▶ **Brief**:
The entries below are to be repeated exactly, with the pictures left out.
________________________________________
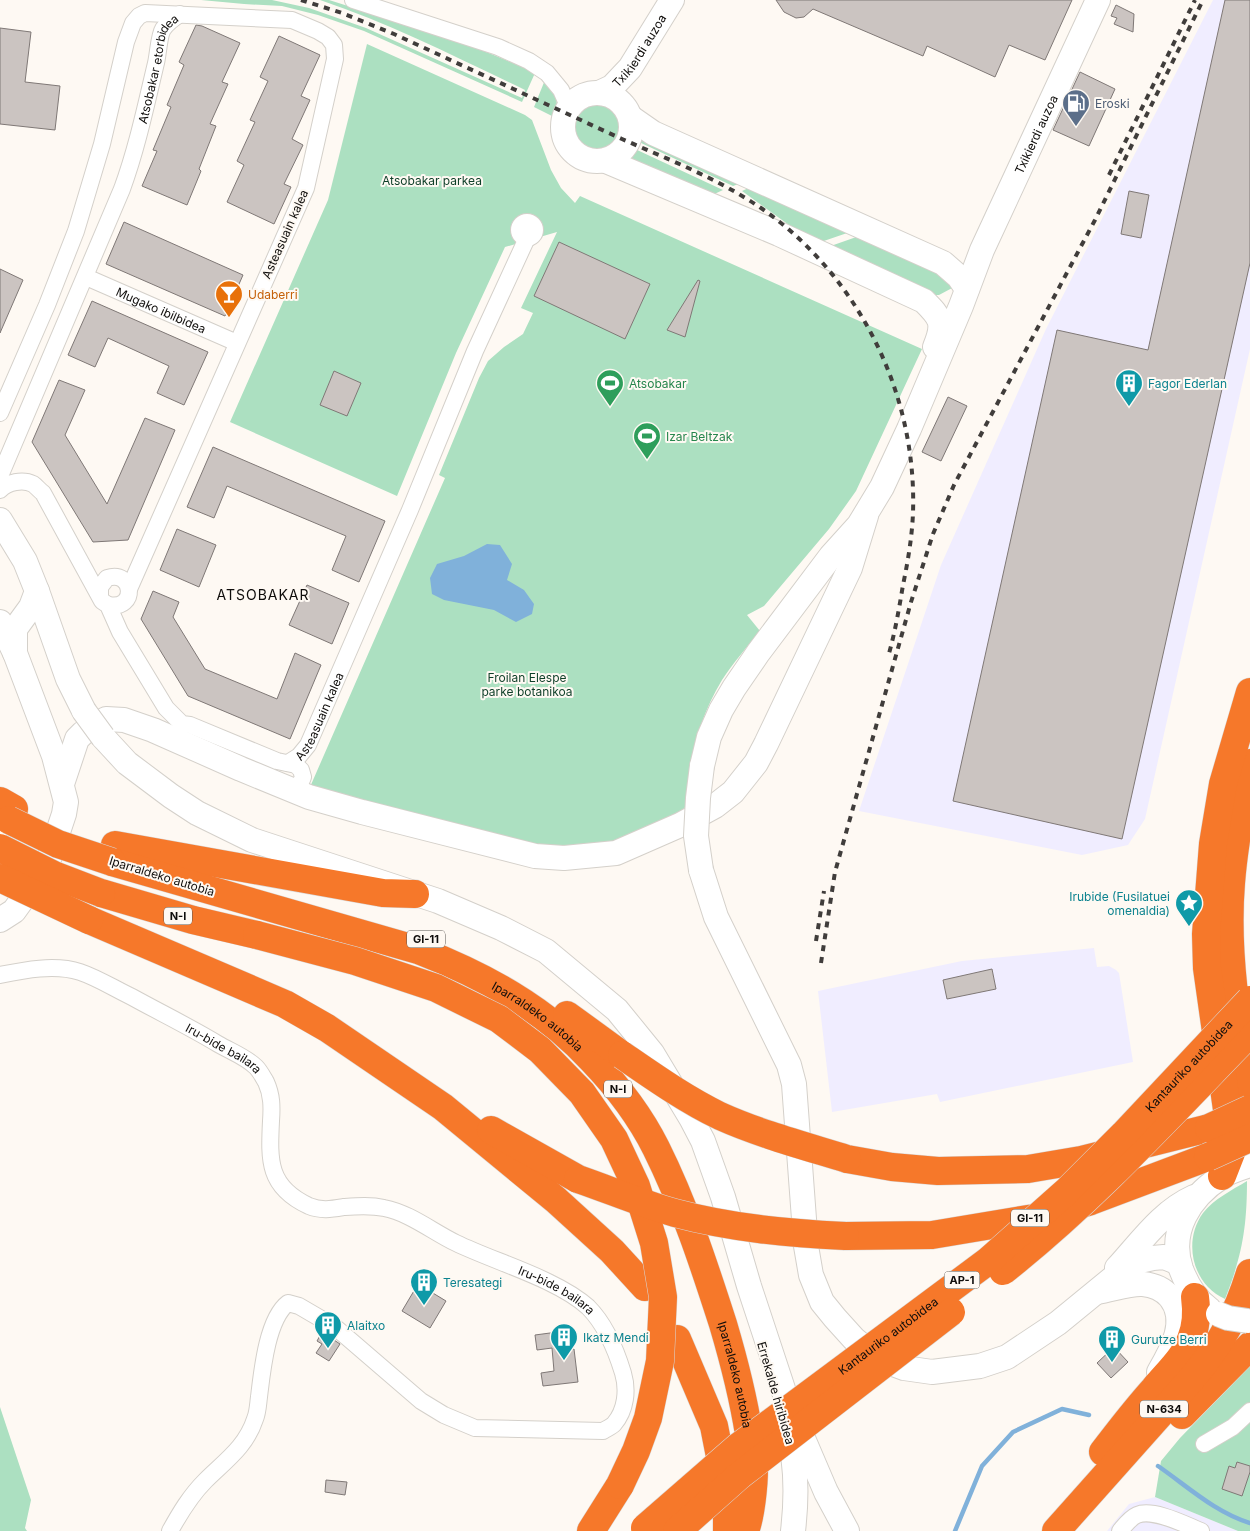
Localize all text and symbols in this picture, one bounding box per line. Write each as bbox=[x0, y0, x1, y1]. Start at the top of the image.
street label: Atsobakar etorbidea bbox=[134, 10, 181, 125]
street label: Txikierdi auzoa bbox=[609, 11, 669, 90]
fuel station icon: Eroski bbox=[1061, 88, 1091, 127]
street label: Txikierdi auzoa bbox=[1011, 92, 1061, 176]
place label: Eroski bbox=[1095, 96, 1130, 111]
park label: Atsobakar parkea bbox=[382, 173, 482, 188]
street label: Asteasuain kalea bbox=[259, 187, 311, 281]
bar icon: Udaberri bbox=[214, 279, 244, 318]
street label: Mugako ibilbidea bbox=[114, 284, 208, 336]
place label: Udaberri bbox=[248, 287, 298, 302]
sports icon: Atsobakar bbox=[595, 368, 625, 407]
building icon: Fagor Ederlan bbox=[1114, 368, 1144, 407]
place label: Atsobakar bbox=[629, 376, 687, 391]
place label: Fagor Ederlan bbox=[1148, 376, 1227, 391]
sports icon: Izar Beltzak bbox=[632, 421, 662, 460]
place label: Izar Beltzak bbox=[666, 429, 733, 444]
district label: ATSOBAKAR bbox=[216, 586, 310, 603]
street label: Asteasuain kalea bbox=[291, 670, 346, 763]
park label: Froilan Elespe parke botanikoa bbox=[481, 670, 573, 699]
street label: Iparraldeko autobia bbox=[108, 853, 216, 899]
place icon: Irubide (Fusilatuei omenaldia) bbox=[1174, 888, 1204, 927]
place label: Irubide (Fusilatuei omenaldia) bbox=[1069, 889, 1170, 918]
road number: N-I bbox=[164, 908, 192, 924]
road number: GI-11 bbox=[407, 931, 445, 948]
street label: Iparraldeko autobia bbox=[490, 978, 587, 1054]
street label: Kantauriko autobidea bbox=[1142, 1016, 1235, 1115]
street label: Iru-bide bailara bbox=[183, 1020, 265, 1076]
road number: N-I bbox=[604, 1080, 632, 1098]
road number: GI-11 bbox=[1011, 1210, 1049, 1226]
street label: Iru-bide bailara bbox=[516, 1262, 598, 1317]
building icon: Teresategi bbox=[409, 1267, 439, 1306]
road number: AP-1 bbox=[944, 1272, 980, 1288]
place label: Teresategi bbox=[443, 1275, 502, 1290]
street label: Kantauriko autobidea bbox=[835, 1294, 941, 1378]
building icon: Alaitxo bbox=[313, 1310, 343, 1349]
place label: Alaitxo bbox=[347, 1318, 385, 1333]
street label: Iparraldeko autobia bbox=[715, 1319, 755, 1429]
building icon: Ikatz Mendi bbox=[549, 1322, 579, 1361]
building icon: Gurutze Berri bbox=[1097, 1324, 1127, 1363]
place label: Ikatz Mendi bbox=[583, 1330, 649, 1345]
place label: Gurutze Berri bbox=[1131, 1332, 1207, 1347]
street label: Errekalde hiribidea bbox=[754, 1340, 798, 1446]
road number: N-634 bbox=[1140, 1400, 1188, 1418]

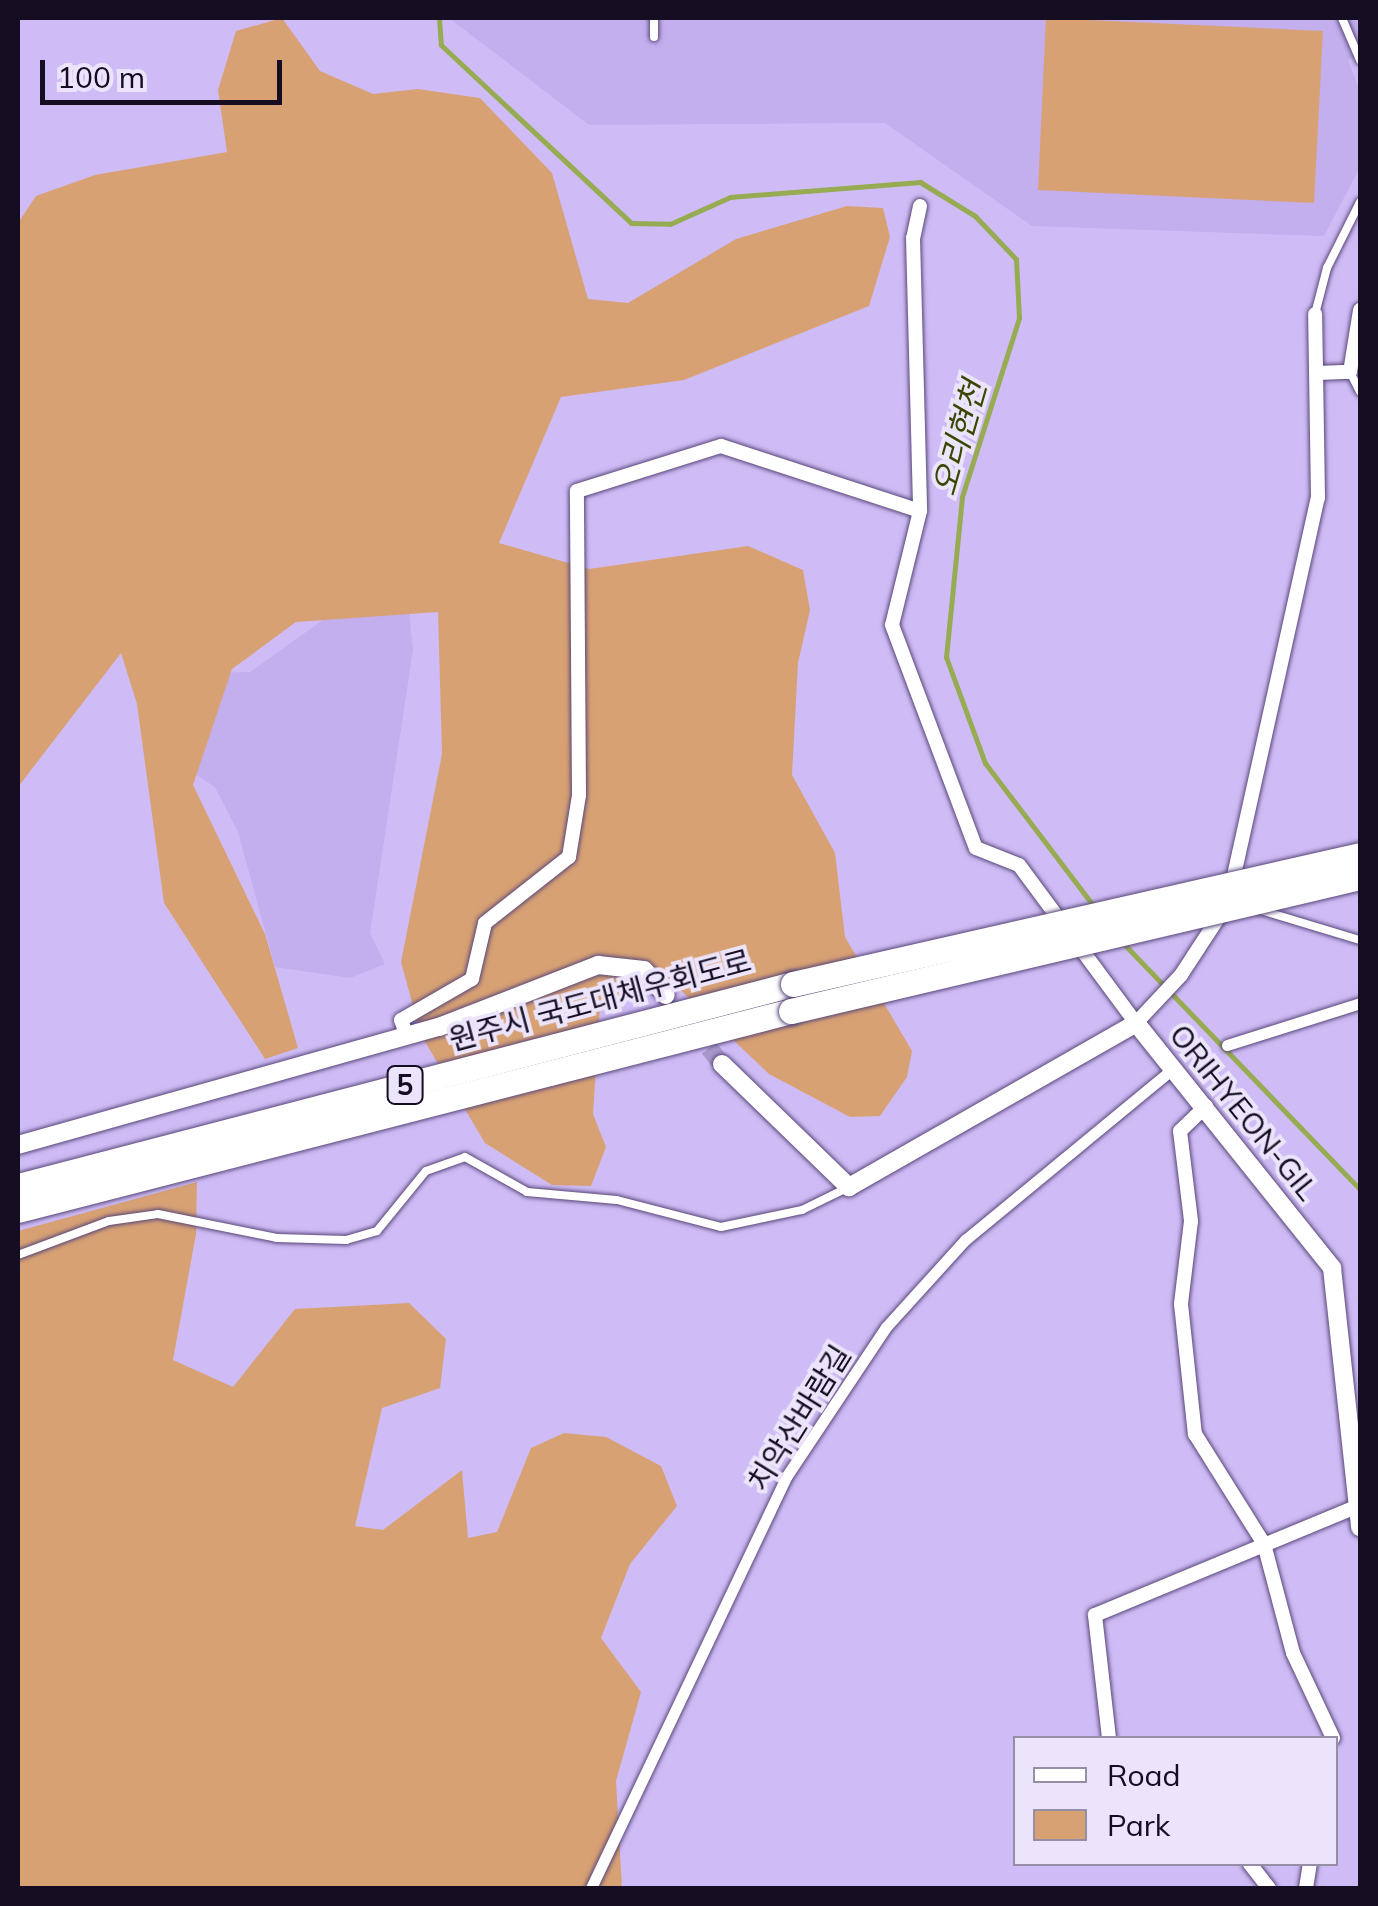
________________________________________
▶ **Solution to this task**:
Localize all text and symbols in this picture, one bounding box per line. Write each as bbox=[x0, y0, x1, y1]. Start at the top of the image.
street label: Atsobakar etorbidea bbox=[134, 10, 181, 125]
street label: Txikierdi auzoa bbox=[609, 11, 669, 90]
fuel station icon: Eroski bbox=[1061, 88, 1091, 127]
street label: Txikierdi auzoa bbox=[1011, 92, 1061, 176]
place label: Eroski bbox=[1095, 96, 1130, 111]
park label: Atsobakar parkea bbox=[382, 173, 482, 188]
street label: Asteasuain kalea bbox=[259, 187, 311, 281]
bar icon: Udaberri bbox=[214, 279, 244, 318]
street label: Mugako ibilbidea bbox=[114, 284, 208, 336]
place label: Udaberri bbox=[248, 287, 298, 302]
sports icon: Atsobakar bbox=[595, 368, 625, 407]
building icon: Fagor Ederlan bbox=[1114, 368, 1144, 407]
place label: Atsobakar bbox=[629, 376, 687, 391]
place label: Fagor Ederlan bbox=[1148, 376, 1227, 391]
sports icon: Izar Beltzak bbox=[632, 421, 662, 460]
place label: Izar Beltzak bbox=[666, 429, 733, 444]
district label: ATSOBAKAR bbox=[216, 586, 310, 603]
street label: Asteasuain kalea bbox=[291, 670, 346, 763]
park label: Froilan Elespe parke botanikoa bbox=[481, 670, 573, 699]
street label: Iparraldeko autobia bbox=[108, 853, 216, 899]
place icon: Irubide (Fusilatuei omenaldia) bbox=[1174, 888, 1204, 927]
place label: Irubide (Fusilatuei omenaldia) bbox=[1069, 889, 1170, 918]
road number: N-I bbox=[164, 908, 192, 924]
road number: GI-11 bbox=[407, 931, 445, 948]
street label: Iparraldeko autobia bbox=[490, 978, 587, 1054]
street label: Kantauriko autobidea bbox=[1142, 1016, 1235, 1115]
street label: Iru-bide bailara bbox=[183, 1020, 265, 1076]
road number: N-I bbox=[604, 1080, 632, 1098]
road number: GI-11 bbox=[1011, 1210, 1049, 1226]
street label: Iru-bide bailara bbox=[516, 1262, 598, 1317]
building icon: Teresategi bbox=[409, 1267, 439, 1306]
road number: AP-1 bbox=[944, 1272, 980, 1288]
place label: Teresategi bbox=[443, 1275, 502, 1290]
street label: Kantauriko autobidea bbox=[835, 1294, 941, 1378]
building icon: Alaitxo bbox=[313, 1310, 343, 1349]
place label: Alaitxo bbox=[347, 1318, 385, 1333]
street label: Iparraldeko autobia bbox=[715, 1319, 755, 1429]
building icon: Ikatz Mendi bbox=[549, 1322, 579, 1361]
building icon: Gurutze Berri bbox=[1097, 1324, 1127, 1363]
place label: Ikatz Mendi bbox=[583, 1330, 649, 1345]
place label: Gurutze Berri bbox=[1131, 1332, 1207, 1347]
street label: Errekalde hiribidea bbox=[754, 1340, 798, 1446]
road number: N-634 bbox=[1140, 1400, 1188, 1418]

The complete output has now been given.